Task inputs:
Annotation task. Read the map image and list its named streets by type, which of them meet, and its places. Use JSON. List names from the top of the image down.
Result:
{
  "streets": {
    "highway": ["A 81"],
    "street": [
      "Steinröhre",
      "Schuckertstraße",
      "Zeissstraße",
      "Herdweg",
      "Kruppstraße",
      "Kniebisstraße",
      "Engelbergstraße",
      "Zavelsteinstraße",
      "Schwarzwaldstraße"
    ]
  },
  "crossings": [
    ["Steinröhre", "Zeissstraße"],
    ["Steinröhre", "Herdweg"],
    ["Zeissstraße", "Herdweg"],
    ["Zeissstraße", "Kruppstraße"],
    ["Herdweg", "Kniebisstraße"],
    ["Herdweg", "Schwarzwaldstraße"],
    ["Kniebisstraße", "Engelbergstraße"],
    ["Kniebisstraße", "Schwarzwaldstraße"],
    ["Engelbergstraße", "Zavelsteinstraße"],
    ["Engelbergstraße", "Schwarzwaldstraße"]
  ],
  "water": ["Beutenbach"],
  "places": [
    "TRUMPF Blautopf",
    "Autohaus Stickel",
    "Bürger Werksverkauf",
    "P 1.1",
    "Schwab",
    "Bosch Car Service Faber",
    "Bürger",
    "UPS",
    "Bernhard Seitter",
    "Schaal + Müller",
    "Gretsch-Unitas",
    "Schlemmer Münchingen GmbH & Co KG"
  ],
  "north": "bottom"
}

Problem description: Retype all of the material, keeping each line exact.

Output of the exercise:
Annotation task. Read the map image and list its named streets by type, which of them meet, and its places. Use JSON. List names from the top of the image down.
Result:
{
  "streets": {
    "highway": ["A 81"],
    "street": [
      "Steinröhre",
      "Schuckertstraße",
      "Zeissstraße",
      "Herdweg",
      "Kruppstraße",
      "Kniebisstraße",
      "Engelbergstraße",
      "Zavelsteinstraße",
      "Schwarzwaldstraße"
    ]
  },
  "crossings": [
    ["Steinröhre", "Zeissstraße"],
    ["Steinröhre", "Herdweg"],
    ["Zeissstraße", "Herdweg"],
    ["Zeissstraße", "Kruppstraße"],
    ["Herdweg", "Kniebisstraße"],
    ["Herdweg", "Schwarzwaldstraße"],
    ["Kniebisstraße", "Engelbergstraße"],
    ["Kniebisstraße", "Schwarzwaldstraße"],
    ["Engelbergstraße", "Zavelsteinstraße"],
    ["Engelbergstraße", "Schwarzwaldstraße"]
  ],
  "water": ["Beutenbach"],
  "places": [
    "TRUMPF Blautopf",
    "Autohaus Stickel",
    "Bürger Werksverkauf",
    "P 1.1",
    "Schwab",
    "Bosch Car Service Faber",
    "Bürger",
    "UPS",
    "Bernhard Seitter",
    "Schaal + Müller",
    "Gretsch-Unitas",
    "Schlemmer Münchingen GmbH & Co KG"
  ],
  "north": "bottom"
}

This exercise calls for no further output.